Reflecting before I Assign Reflection: On Vocational Exploration in Business Education

The author reflects on the integration of vocational exploration within business education, highlighting the mismatch between students’ career readiness and the search for purpose. Despite feelings of imposter syndrome, she is driven to empower students to connect professional success with personal values, advocating for a holistic understanding of vocation in business contexts.

I’ve got a confession: When I applied for a NetVUE grant to embed vocational exploration in my organizational communication program, I did it partly because I knew I had what we in business call a “unique selling point.” Ever since being introduced to NetVUE, I’ve been reading its blog posts and listening to its podcast episodes, so I knew that my application would be considered alongside proposals for further integrating calling into English, philosophy, and theology programs. I was confident that NetVUE would be interested in bringing the language of calling into classrooms where it’s rarely, if ever, heard.

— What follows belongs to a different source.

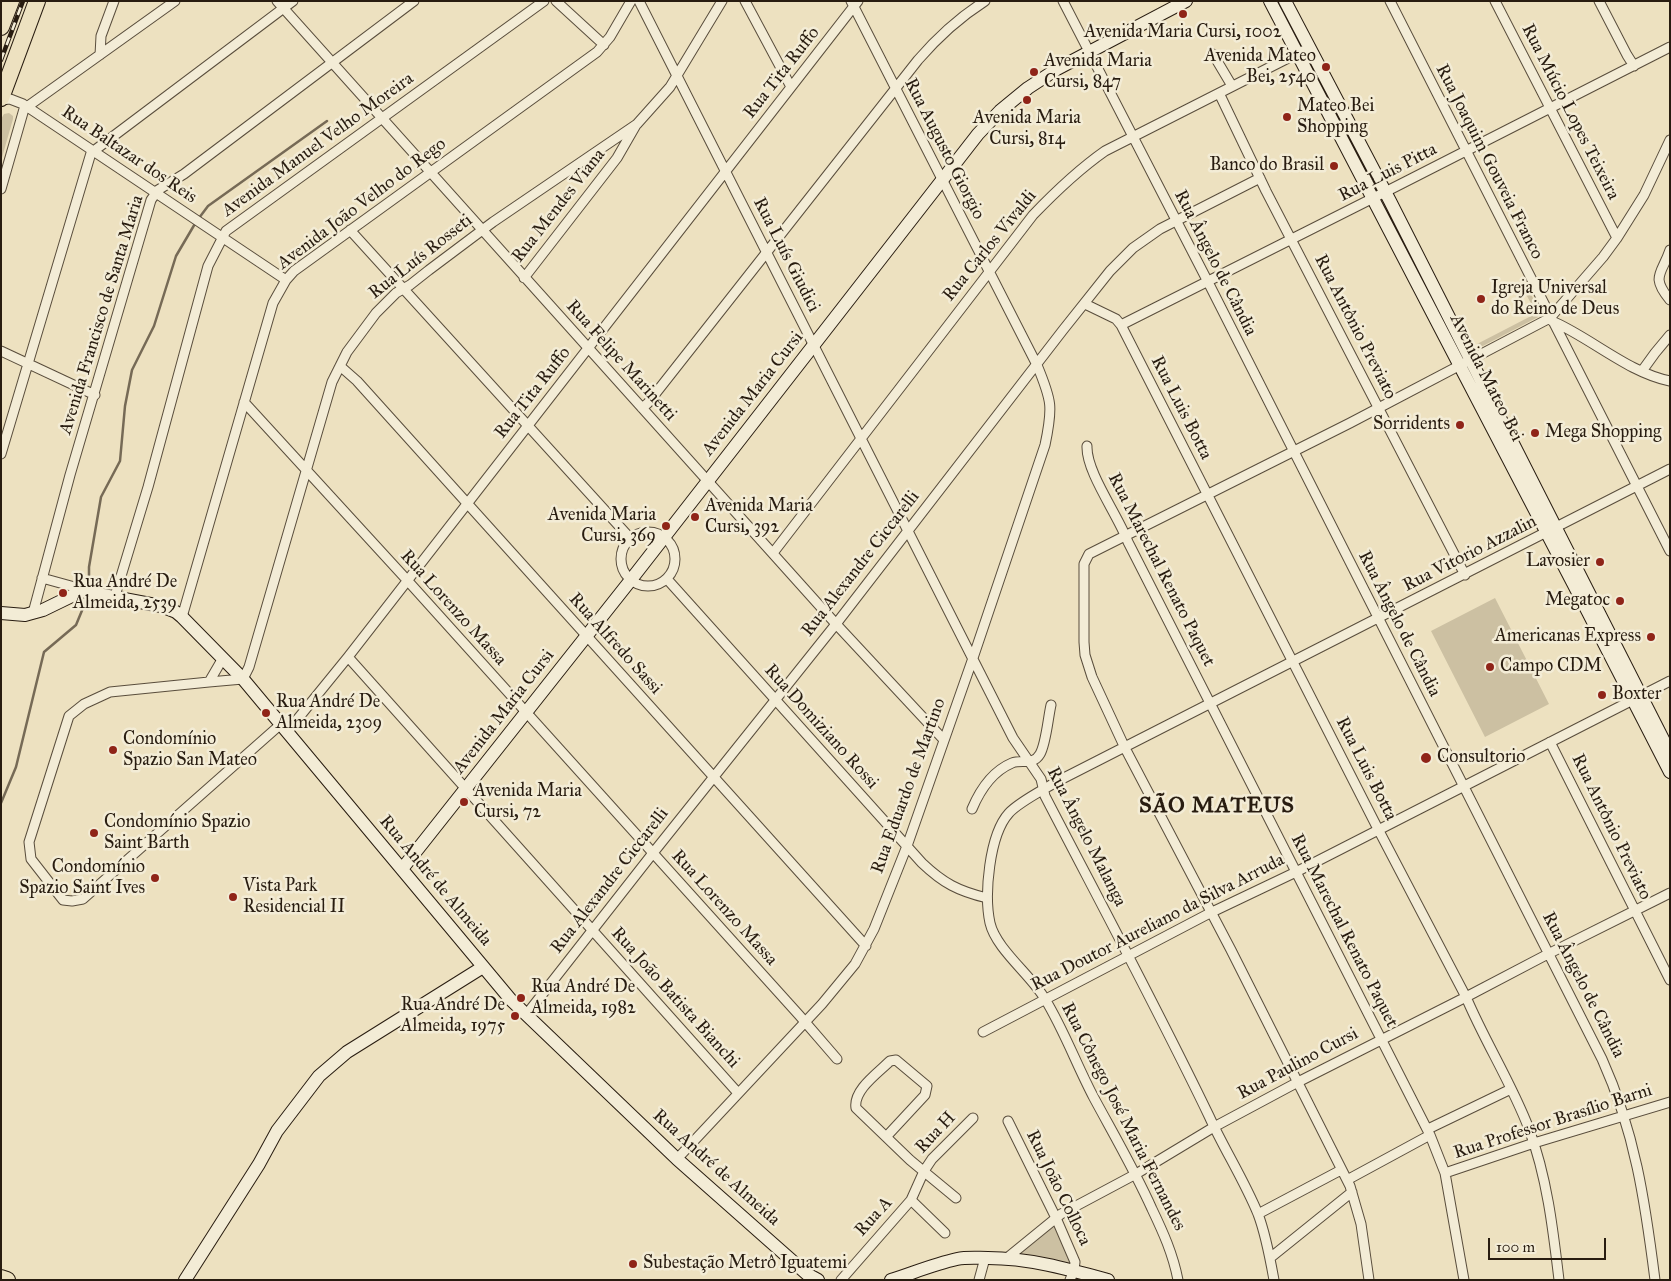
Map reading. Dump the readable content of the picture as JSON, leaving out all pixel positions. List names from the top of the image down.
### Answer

But that strategic thinking was not my only motivation. My study of organizational communication majors shows that students struggle with career transitions because they can’t connect professional preparation with individual purpose. My research on mid-career women reveals how a clash of personal and professional values lead to career disruptions—research with such a wide scope that it’s the foundation of my forthcoming book.

I know that underemphasizing vocation has serious consequences across the lifespan of work. But here’s what I didn’t know when I submitted my proposal: a serious case of imposter syndrome would follow. 

The Paradox of the Unique Selling Point

The difference that made my application so compelling? It has also compelled me toward many sleepless nights.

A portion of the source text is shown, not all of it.